Ясно, будто вчерашнее, видел Герман прошедшее. И только в будущем не видел ничего. Была мгла впереди, похожая на земную предрассветную, и в этой мгле просвечивало что-то непонятное. Да и что могло быть понятного для человека без будущего? Он сам выбрал себе такую судьбу — вечную устремленность вперед в беспространственном и безвременном мире. И жизнь в воспоминаниях, только в них.
«А может, не сам, может, подтолкнули? Тот серый человек, предлагавший вечность?»
Новая эта мысль рассердила его. Как же так? При свободе-то воли?!
И тут он заметил, что светлое пятно, маячившее впереди, потемнело и в нем все яснее начал проступать силуэт человека. Герман узнал его по серебристой полоске на лбу, но не удивился, не обрадовался. Много теней прошлого проходило перед ним, и он решил, что серый человек — тоже тень, воспоминание.
Они сидели друг против друга и молчали. У Германа не возникало никаких отголосков чужой мысли. И вдруг, как луч во тьме: «Мой поступок, мое бегство на хронолете они сочли за жест согласия?»
На миг пришло утешение. Он корил себя, а оказывается, можно оправдать этот шаг стремлением к вечности и благу. Тут же Поправился: «Нет ни вечного, ни благого на путях неправедных».
Не выдержал, спросил:
— Вы снова зовете меня?
— Мы никого не зовем. Человек волен все решать сам, — четко произнес серый пришелец.
— Человека иногда нужно и позвать, чтобы он решился.

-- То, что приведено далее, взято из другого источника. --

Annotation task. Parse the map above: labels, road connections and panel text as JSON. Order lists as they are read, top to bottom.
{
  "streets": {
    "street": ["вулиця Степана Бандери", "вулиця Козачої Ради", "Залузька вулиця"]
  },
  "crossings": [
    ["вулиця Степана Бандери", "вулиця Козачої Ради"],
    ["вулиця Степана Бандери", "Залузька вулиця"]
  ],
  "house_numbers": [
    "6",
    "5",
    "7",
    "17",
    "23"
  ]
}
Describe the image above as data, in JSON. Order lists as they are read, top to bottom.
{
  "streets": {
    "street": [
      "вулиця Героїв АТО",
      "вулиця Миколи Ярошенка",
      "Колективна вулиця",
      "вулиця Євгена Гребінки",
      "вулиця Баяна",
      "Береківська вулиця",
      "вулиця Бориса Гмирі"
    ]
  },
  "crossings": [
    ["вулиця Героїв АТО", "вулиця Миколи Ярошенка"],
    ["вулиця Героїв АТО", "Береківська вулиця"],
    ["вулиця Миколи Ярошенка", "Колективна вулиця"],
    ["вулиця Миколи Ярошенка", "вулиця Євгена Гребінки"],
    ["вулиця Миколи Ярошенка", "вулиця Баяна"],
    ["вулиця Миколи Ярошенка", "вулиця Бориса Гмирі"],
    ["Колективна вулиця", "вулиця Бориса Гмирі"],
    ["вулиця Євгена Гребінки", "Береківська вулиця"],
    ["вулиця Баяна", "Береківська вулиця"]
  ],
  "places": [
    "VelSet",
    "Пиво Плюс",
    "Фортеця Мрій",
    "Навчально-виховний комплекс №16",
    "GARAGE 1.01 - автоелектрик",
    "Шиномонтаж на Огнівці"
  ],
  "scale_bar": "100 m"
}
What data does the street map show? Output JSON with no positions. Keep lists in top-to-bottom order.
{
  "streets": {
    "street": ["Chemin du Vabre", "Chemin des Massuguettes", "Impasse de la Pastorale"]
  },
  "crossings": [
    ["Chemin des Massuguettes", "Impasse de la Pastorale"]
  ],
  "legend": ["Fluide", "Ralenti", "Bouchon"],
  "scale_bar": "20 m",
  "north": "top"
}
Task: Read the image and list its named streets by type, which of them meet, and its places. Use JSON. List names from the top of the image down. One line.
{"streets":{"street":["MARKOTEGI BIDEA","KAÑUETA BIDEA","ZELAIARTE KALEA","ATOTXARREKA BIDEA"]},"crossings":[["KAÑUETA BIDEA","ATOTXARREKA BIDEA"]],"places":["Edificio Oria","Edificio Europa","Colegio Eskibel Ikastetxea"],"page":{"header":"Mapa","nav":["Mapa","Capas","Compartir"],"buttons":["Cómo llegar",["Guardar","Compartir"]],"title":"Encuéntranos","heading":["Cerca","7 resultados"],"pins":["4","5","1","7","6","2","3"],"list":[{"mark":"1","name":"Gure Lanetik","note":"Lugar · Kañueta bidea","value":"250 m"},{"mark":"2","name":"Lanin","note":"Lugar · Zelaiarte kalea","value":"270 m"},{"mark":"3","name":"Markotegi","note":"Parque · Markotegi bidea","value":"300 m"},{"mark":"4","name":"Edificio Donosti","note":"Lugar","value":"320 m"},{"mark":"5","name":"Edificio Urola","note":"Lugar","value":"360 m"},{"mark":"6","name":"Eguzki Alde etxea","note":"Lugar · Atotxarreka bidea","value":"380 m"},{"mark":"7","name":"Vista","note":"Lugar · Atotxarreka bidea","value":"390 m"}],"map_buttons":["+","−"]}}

— Зов ли, уговор ли, принуждение ли, — любое воздействие на свободу выбора, — все несвобода. А разве может быть множество возможностей при несвободе?
— Выбор основывается на знании.
Пришелец молчал. И Герман ответил сам себе: «В тебе говорит индивидуализм — первобытная форма защиты если не себя лично, то хотя бы своего, себе подобного. Разве не может быть добра просто во имя добра, совершенства во имя совершенства? Вся человеческая мораль — на отрицании самости. А ты… Тебе предлагается творить добро, а ты сразу: зачем да почему? Надо просто сеять добро. Разве важно, кто соберет плоды?»
«Как же не важно!» — возразил он сам себе. Но, кроме этой общей фразы, никакого аргумента больше не находилось.
А пришелец сидел все так же неподвижно, и на лице его был виден явный интерес к смятенным мыслям Германа.
И вдруг он пропал, а на облачном пуховике все отчетливее стало обозначаться до боли знакомое, родное — Лия! В воспоминаниях он не раз видел ее возле себя, выслушивал бесконечные упреки, повторял оправдания, хорошо помнившиеся и забытые. Всегда он видел свою Лию одинаковой — страстной, любящей, нетерпеливой, капризной. Сейчас же она молчала, глядела мимо него, отвечала холодно, отстраненно. А он, будто впервые, говорил и говорил, рассказывал подробно о том, как, не зная куда деваться после того скандала, оказался на полигоне и вошел в хронолет, как мучился раскаянием в одиночестве звал ее, никогда не молчавшую, вызывавшую в нем какие угодно душевные состояния, кроме равнодушия.
Лия не отвечала. И там, на Земле, бывало иногда, что она умолкала надолго, изводя его молчанием не меньше, чем упреками. Но сейчас в бесстрастии Вселенной ему не хватало его взрывных эмоций.